- Where things stand. Trump says the Iran ceasefire is “on massive life support” after rejecting Tehran’s latest proposal; the nuclear file is unaddressed.
- What’s new. Three of Iran’s sanctions-evasion exits — the JCPOA, Venezuela, and the China oil trade — have closed in the past nine months.
- The bet. The regime is wagering that Trump’s appetite for a quick win is shorter-dated than Iran’s appetite for economic suffering.
When Donald Trump told reporters this week that the ceasefire with Iran is “on massive life support, where the doctor walks in and says, ‘Sir, your loved one has approximately a one percent chance of living,’” the line read like macabre theatre. It was also, as a description of where the negotiations stand, more or less accurate. Iran’s latest proposal asked Washington to recognise Iranian sovereignty over the Strait of Hormuz. Trump’s team called it unacceptable, not least because it did not engage the nuclear file at all. The talks did not so much collapse as fail to find anything to grip.

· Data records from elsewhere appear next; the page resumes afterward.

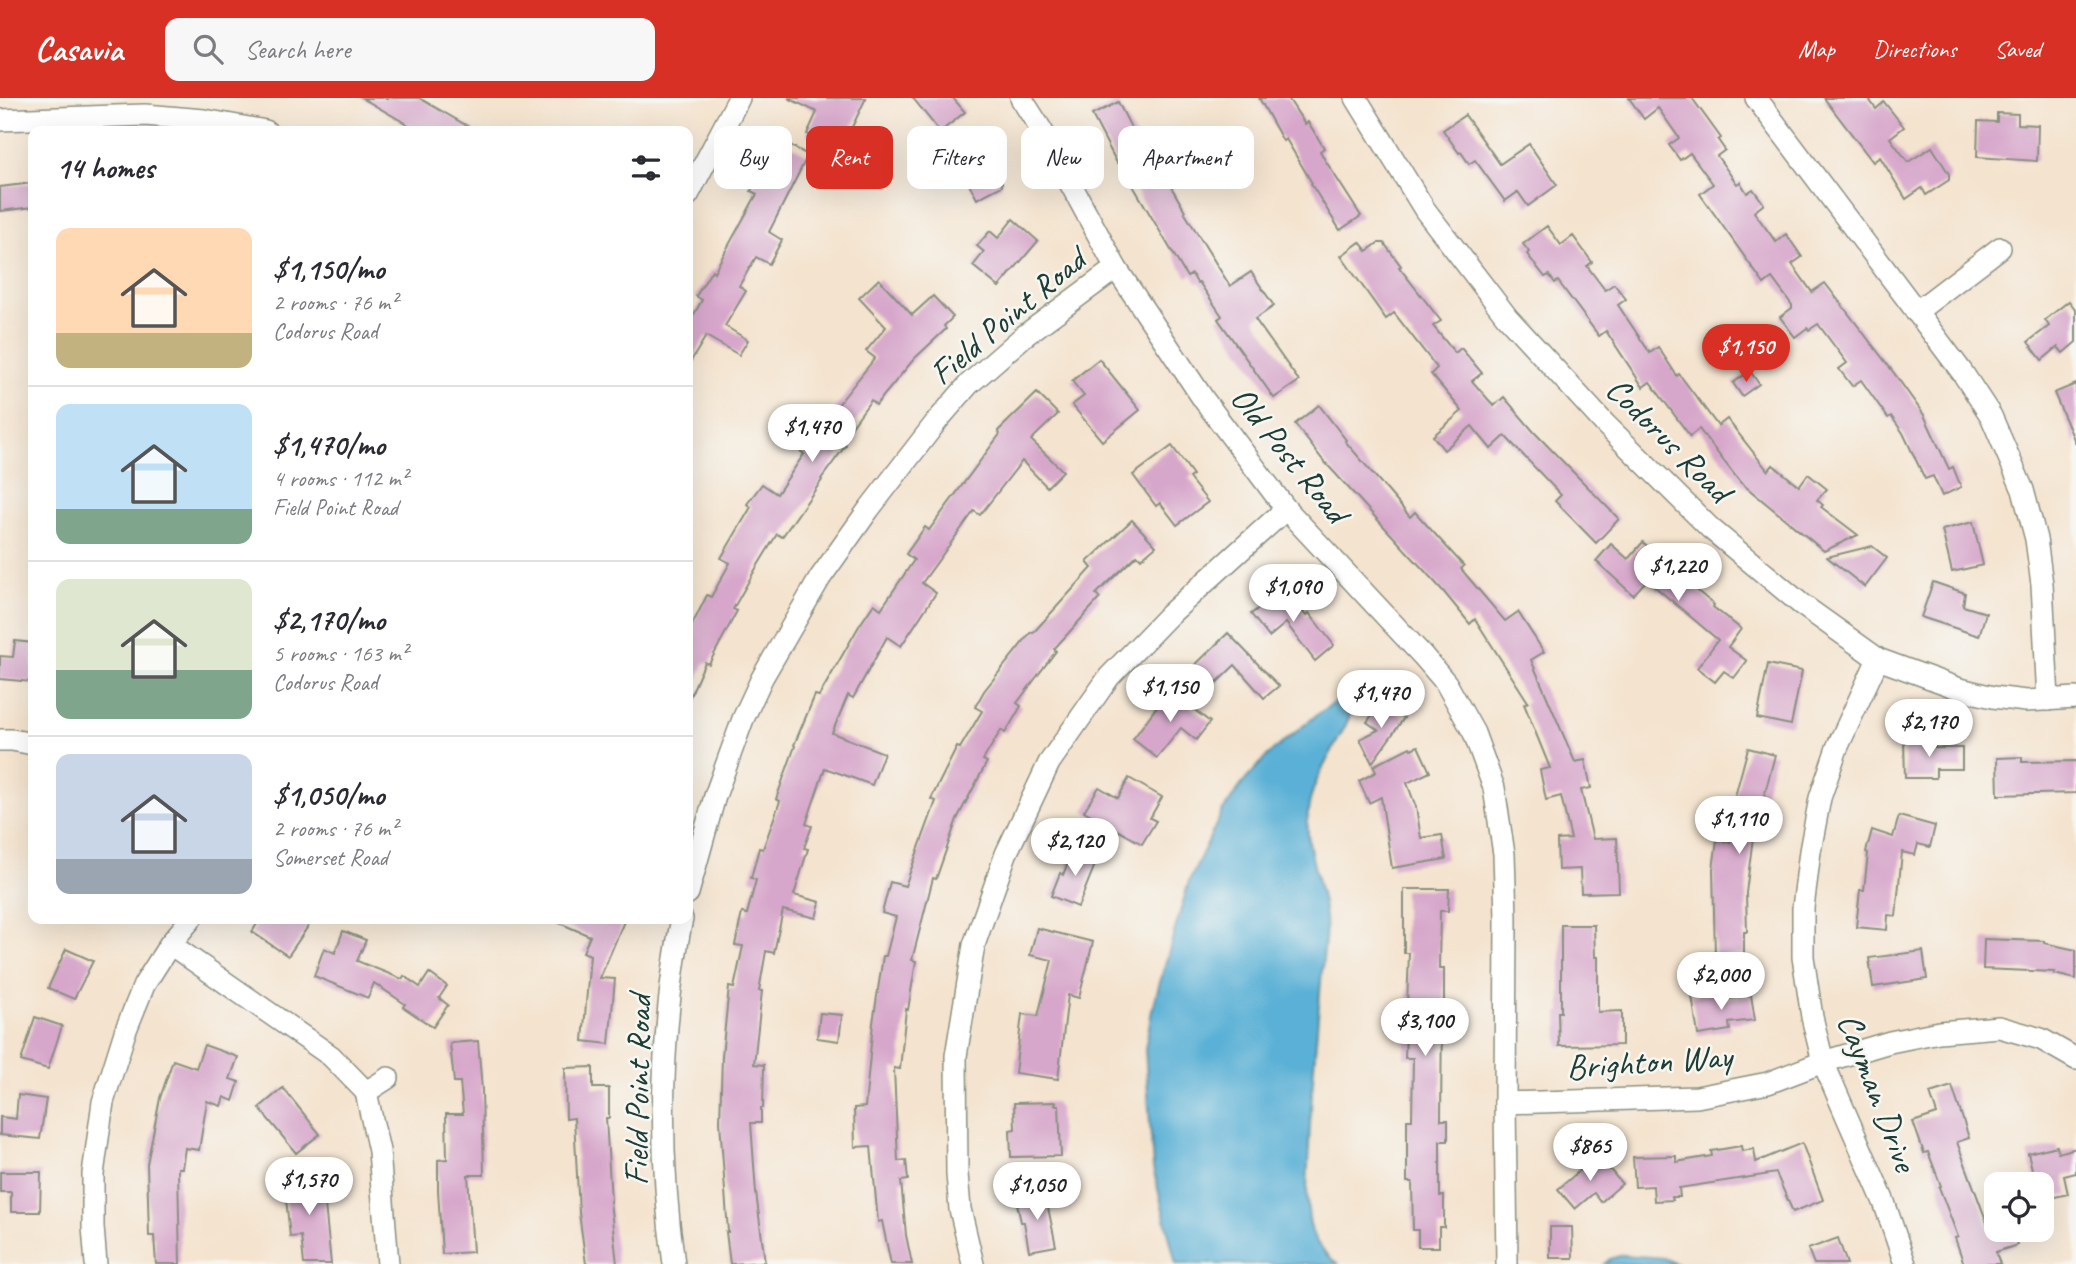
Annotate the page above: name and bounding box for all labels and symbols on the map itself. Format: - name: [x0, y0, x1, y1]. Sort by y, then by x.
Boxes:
- street label: Field Point Road: [920, 235, 1099, 395]
- pin: $1,150: [1689, 324, 1803, 384]
- street label: Codorus Road: [1596, 367, 1745, 515]
- street label: Old Post Road: [1221, 377, 1362, 536]
- pin: $1,470: [755, 404, 869, 464]
- pin: $1,220: [1621, 544, 1735, 603]
- pin: $1,090: [1236, 564, 1350, 624]
- pin: $1,150: [1113, 664, 1227, 724]
- pin: $1,470: [1324, 670, 1438, 730]
- pin: $2,170: [1872, 700, 1986, 759]
- pin: $1,110: [1682, 796, 1796, 856]
- pin: $2,120: [1018, 818, 1132, 878]
- pin: $2,000: [1664, 953, 1778, 1012]
- street label: Field Point Road: [613, 989, 662, 1186]
- pin: $3,100: [1368, 998, 1482, 1058]
- street label: Cayman Drive: [1827, 1007, 1929, 1180]
- street label: Brighton Way: [1565, 1033, 1736, 1090]
- pin: $865: [1549, 1124, 1631, 1183]
- pin: $1,570: [252, 1158, 366, 1217]
- pin: $1,050: [980, 1162, 1094, 1222]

The framing in most coverage of this stalemate is bilateral and tactical: who blinked, who refused, what the next 72 hours will look like. The more useful frame is structural. Over the past nine months, almost every option Tehran has historically used to ride out pressure has been quietly removed from the table.
How Tehran’s exits closed
The JCPOA snapback in September 2025 was the first. Triggered by the UK, France, and Germany — the E3 — it brought UN sanctions back under Chapter VII and ended the diplomatic fiction that the 2015 deal was still alive. The negotiating landscape Iran had spent a decade building inside, and the legal architecture it had used to argue for partial relief, vanished in a fortnight.

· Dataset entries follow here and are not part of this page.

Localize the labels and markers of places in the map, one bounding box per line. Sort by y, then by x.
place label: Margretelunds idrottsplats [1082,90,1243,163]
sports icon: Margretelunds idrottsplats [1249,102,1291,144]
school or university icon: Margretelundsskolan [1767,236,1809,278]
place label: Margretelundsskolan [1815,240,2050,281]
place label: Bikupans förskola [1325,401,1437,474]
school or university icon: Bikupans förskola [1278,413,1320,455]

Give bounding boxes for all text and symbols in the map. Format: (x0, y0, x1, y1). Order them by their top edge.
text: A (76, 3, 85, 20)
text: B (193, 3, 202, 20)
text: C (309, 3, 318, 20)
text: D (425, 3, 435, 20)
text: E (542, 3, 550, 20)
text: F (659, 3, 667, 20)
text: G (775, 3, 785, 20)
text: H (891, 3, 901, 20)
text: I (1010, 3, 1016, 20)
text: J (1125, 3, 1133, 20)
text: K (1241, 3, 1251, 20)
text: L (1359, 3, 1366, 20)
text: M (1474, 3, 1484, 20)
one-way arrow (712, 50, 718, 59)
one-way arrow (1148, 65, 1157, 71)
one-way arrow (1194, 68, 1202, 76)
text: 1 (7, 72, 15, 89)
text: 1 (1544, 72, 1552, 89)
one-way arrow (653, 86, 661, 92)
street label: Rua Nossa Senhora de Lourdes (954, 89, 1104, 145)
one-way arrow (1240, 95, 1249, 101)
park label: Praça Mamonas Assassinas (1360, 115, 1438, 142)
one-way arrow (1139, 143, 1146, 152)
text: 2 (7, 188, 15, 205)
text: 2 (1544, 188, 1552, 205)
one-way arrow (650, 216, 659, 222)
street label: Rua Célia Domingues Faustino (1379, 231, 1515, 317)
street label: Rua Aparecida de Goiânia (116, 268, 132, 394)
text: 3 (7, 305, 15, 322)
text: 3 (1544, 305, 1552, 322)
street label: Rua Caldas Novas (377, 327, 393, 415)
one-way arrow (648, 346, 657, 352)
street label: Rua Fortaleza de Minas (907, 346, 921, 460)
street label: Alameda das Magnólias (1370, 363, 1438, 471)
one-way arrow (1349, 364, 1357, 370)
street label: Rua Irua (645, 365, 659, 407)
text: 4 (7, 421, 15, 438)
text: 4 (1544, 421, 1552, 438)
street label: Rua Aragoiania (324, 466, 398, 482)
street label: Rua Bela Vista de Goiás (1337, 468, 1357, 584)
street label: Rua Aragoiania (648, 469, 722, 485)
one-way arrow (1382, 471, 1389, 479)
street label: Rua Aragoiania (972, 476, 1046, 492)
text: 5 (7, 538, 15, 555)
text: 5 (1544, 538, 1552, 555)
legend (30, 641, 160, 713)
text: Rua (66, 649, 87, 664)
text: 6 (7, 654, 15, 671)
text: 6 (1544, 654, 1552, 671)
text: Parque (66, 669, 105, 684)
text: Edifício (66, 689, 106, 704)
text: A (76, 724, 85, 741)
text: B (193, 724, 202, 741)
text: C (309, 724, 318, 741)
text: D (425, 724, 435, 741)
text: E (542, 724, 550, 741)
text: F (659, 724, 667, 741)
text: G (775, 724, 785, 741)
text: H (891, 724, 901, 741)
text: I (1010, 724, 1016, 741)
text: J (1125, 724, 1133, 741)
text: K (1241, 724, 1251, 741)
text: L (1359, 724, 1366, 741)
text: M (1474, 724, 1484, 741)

The second was Venezuela. The capture of Nicolás Maduro by the United States in January 2026 cut off Iran’s most reliable sanctions-evasion partner. The oil-for-drones trade had been laundering both petroleum and influence; without Caracas, the export channels narrowed and the regional axis with Latin America thinned.
The third is in motion right now. The May sanctions designations against entities involved in the Iran–China petroleum trade are the most aggressive yet, and Beijing — preoccupied with its own summit choreography with Trump — has signalled it will not openly defy them. Russia, the other historical patron, is consumed with Ukraine and has neither the bandwidth nor the foreign reserves to backstop Iranian budgets at scale.

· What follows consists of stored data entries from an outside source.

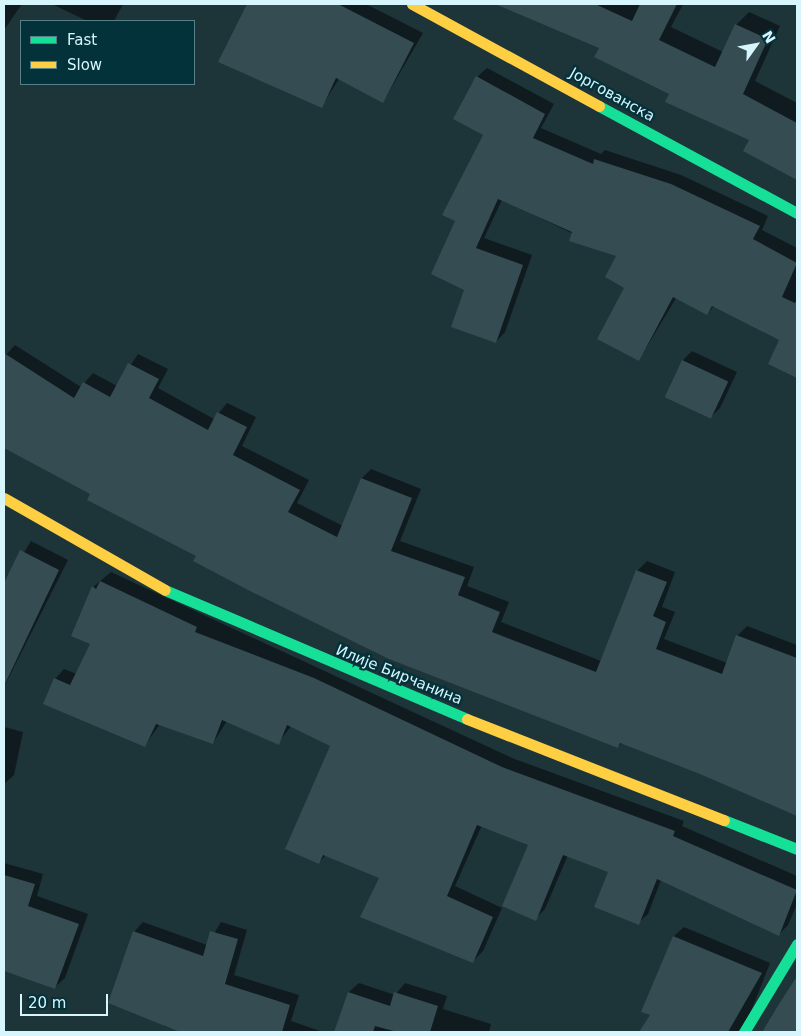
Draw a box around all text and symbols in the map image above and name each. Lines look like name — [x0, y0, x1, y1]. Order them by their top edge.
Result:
legend — [20, 20, 195, 85]
north arrow — [731, 20, 781, 70]
text: N — [759, 28, 779, 46]
text: Fast — [67, 31, 97, 49]
text: Slow — [67, 56, 102, 74]
street label: Јоргованска — [566, 64, 658, 126]
street label: Илије Бирчанина — [333, 641, 465, 709]
scale bar — [22, 984, 110, 1016]
text: 20 m — [28, 994, 66, 1012]

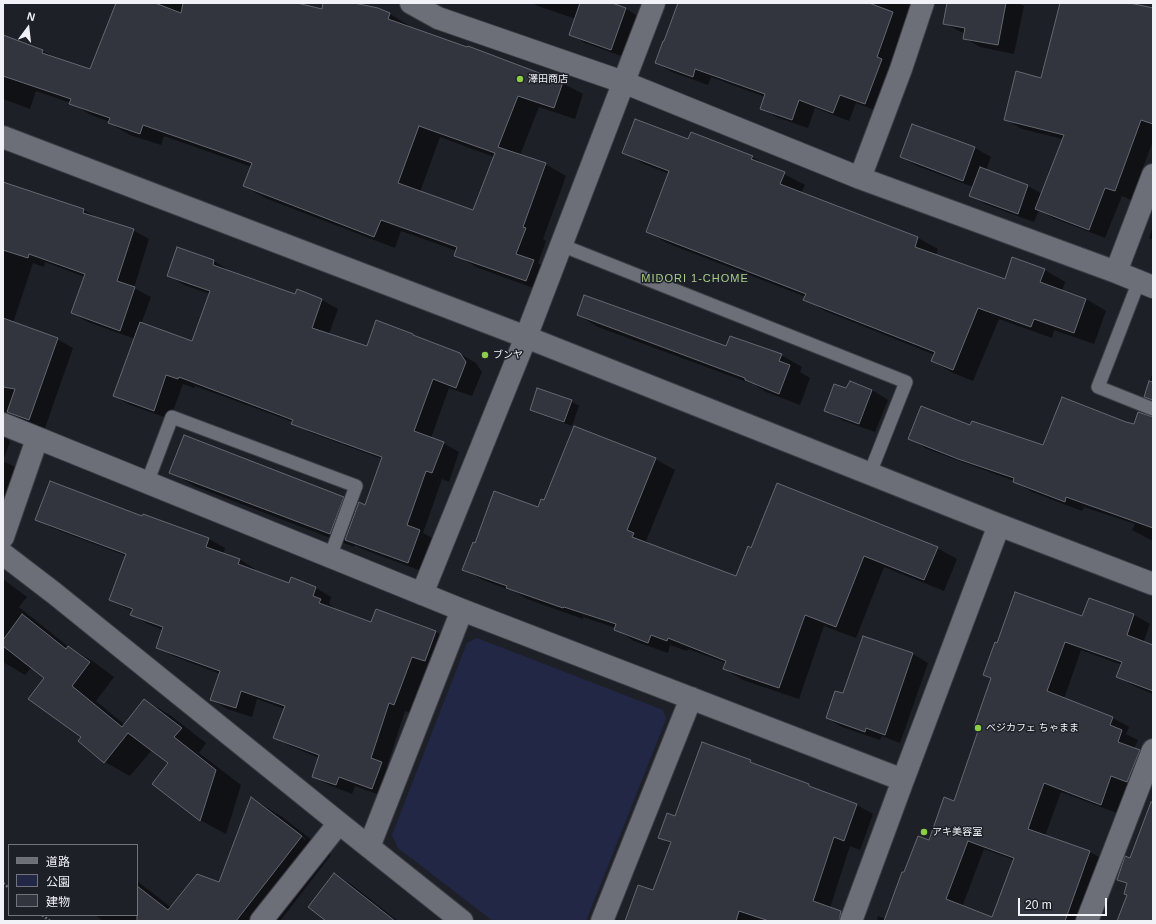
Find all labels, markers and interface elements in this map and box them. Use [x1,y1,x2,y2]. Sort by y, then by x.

The World Bank now projects Iran’s economy will shrink in both 2025 and 2026, with annual inflation pushing toward 60%. The regime’s coercive capacity remains intact and security forces remain loyal, but the underlying ledger — water shortages, energy blackouts, food prices, currency collapse — is moving against it. The regime is not at risk of collapse. It is at risk of having nothing to trade.
What the regime is betting on
If Tehran’s exits are closing, what does it think it is doing by holding the line? The answer comes through clearly in the proposal it actually put forward. Asking the United States to formalise Iranian sovereignty over the Strait of Hormuz is not a serious opening position; it is a stalling tactic dressed as a maximalist demand. It buys time and signals that any deal will require Washington to absorb a public concession on a strategic asset.
The bet behind the stall is that Donald Trump’s appetite for a foreign-policy win is shorter-dated than Iran’s appetite for suffering. The regime has, repeatedly across forty years, chosen sanctions-induced economic damage over strategic capitulation. It calculates that Trump wants to declare victory on a tight timeline — that the asymmetry of political attention spans favours Tehran, even when the asymmetry of resources does not.
Some Trump aides have begun to brief that the president is again considering a resumption of major combat operations. That is what raises the possibility of the bet being wrong. The Iranian theory of the case requires Washington to want a deal more than it wants to look strong. If Trump concludes those goals point in opposite directions, the war option re-enters the room.
The deeper observation is that the negotiation is not deadlocked because one side cannot see the maths. It is deadlocked because the two sides are solving different problems. Trump wants a deal he can sign and present. Tehran wants to outlast the man holding the pen. Both are running out of the same resource, and neither one of them is admitting it.